Startups
RealtimeBoard, a visual collaboration platform for companies, raises $25M led by Accel
RealtimeBoard, a visual collaboration tool particularly suited to distributed teams, has picked up $25 million in Series A funding. Accel led the round, with participation from existing investor AltaIR Capital.
The 150 person-strong company — which itself is distributed across offices in San Francisco, Los Angeles, Amsterdam, and Perm — says it will use the additional capital to continue to scale, including building out its customer acquisition capabilities by bolstering sales and marketing teams, and growing its user community.
To that end, RealtimeBoard counts the likes of Hubspot, Skyscanner, Qlik, Autodesk, Netflix, and Twitter as customers, and claims 2 million users worldwide. The startup generates revenue by charging for use of its SaaS on a per seat basis for teams or company wide.
“As companies continue to compete for talent, and how we work rapidly changes, connecting the dots between teams in different offices, hubs or cultures becomes harder and harder,” says RealtimeBoard founder and CEO Andrey Khusid.
“Often the first teams to be distributed are product teams (to resolve the war for talent), and rituals that are built into product development frameworks like design thinking or scrum, which require visual collaboration (usually on a whiteboard), are challenging to scale”.
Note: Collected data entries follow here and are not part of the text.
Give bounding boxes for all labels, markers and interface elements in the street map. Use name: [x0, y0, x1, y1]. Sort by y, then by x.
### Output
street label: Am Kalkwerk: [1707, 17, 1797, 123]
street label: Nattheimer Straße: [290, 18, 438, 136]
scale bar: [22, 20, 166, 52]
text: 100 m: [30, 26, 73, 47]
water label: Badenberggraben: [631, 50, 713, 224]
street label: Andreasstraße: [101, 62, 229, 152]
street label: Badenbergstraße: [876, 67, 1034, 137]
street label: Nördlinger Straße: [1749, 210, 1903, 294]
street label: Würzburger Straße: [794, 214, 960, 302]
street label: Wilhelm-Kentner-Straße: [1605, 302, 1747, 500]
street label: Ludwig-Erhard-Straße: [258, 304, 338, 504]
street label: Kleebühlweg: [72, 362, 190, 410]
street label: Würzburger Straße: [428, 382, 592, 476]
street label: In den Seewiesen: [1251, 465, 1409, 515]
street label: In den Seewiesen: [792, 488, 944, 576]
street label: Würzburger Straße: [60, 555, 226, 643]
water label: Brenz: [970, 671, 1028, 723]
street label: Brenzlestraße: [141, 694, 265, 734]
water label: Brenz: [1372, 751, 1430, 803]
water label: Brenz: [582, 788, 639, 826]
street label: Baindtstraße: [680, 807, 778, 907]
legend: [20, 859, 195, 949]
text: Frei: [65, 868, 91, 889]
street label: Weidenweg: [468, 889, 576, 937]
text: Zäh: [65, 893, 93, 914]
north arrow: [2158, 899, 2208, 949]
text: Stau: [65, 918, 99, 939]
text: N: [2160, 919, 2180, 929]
To solve this, Khusid says RealtimeBoard is building a visual collaboration platform that enables white-boarding work to happen in a digital space, and can serve as the glue between other collaboration platforms used by companies.
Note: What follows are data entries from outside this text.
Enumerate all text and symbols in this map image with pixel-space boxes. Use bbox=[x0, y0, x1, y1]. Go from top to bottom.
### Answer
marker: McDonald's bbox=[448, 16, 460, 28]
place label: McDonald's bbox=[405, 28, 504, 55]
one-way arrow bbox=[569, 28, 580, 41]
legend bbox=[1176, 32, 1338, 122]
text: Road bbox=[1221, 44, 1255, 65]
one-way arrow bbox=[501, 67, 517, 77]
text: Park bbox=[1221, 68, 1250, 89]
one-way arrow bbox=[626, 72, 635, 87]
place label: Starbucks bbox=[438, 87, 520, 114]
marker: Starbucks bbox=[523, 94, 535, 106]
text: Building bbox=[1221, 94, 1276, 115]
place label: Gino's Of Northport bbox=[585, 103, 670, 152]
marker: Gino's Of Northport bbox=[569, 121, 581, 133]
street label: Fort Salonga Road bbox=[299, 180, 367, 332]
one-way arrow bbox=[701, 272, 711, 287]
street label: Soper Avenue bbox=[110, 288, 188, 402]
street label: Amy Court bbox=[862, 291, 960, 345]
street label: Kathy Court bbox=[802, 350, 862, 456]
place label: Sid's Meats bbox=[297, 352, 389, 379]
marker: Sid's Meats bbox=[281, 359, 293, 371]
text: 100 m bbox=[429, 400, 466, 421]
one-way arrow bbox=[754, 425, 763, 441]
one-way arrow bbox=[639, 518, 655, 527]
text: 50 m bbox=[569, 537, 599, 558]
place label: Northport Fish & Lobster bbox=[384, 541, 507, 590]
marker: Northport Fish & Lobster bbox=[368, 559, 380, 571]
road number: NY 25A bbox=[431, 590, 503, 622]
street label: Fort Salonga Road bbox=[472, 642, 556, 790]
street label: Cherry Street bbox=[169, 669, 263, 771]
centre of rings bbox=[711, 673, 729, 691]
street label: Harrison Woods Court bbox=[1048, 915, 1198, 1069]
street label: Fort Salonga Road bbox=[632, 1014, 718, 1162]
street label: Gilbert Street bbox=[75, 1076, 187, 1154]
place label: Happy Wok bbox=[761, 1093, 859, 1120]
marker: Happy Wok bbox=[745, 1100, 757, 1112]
“[It] can be the visual hub for teams to huddle around and use throughout the product development process, design, sprint, or project lifecycle,” he says. “RealtimeBoard creates transparency and continuity through all stages of the product development process from ideation to development to launch”.
Features RealtimeBoard offers include the ability for teams to create virtual spaces or huddle boards to collaborate, where users can sketch, annotate, add posts, create flow charts or draw freehand on an infinite whiteboard canvas. The tool also supports comments, @mentions, live chat and video conferencing.
Crucially, the platform integrates with other commonly-used workforce tools such as Google Docs, Slack, Sketch, Jira, Trello, and Dropbox and more.
“All the major productivity tools can be embedded into RealtimeBoard, so we are enabling work that happens between systems happen in one place by incorporating all relevant content and conversations into the same visual space,” explains Khusid. “And, with some bi-directional integrations with Google Docs, Office 365, and Jira, you can do work in RealtimeBoard and update information in other systems and visa versa”.
Meanwhile, Khusid tells me the company’s early adopters have been “rapidly scaling tech companies” that leverage modern collaboration frameworks like Agile, Scrum, Lean, Design Thinking, etc., and that these teams are used to leveraging whiteboard rituals and are looking for ways to improve and scale in order to better engage remote team members. RealtimeBoard is also being used by around 100 enterprises, such as Salesforce, Netflix, SAP, Autodesk, Ikea, and Cisco.
Adds Khusid: “[They] have active workforce transformation initiatives to roll out things like ‘Design Thinking; globally or drive innovation through new tools and ways of collaborating. We also see a lot of management consulting companies like PwC, McKinsey, BCG and Deloitte that leverage RealtimeBoard to innovate with their customers”.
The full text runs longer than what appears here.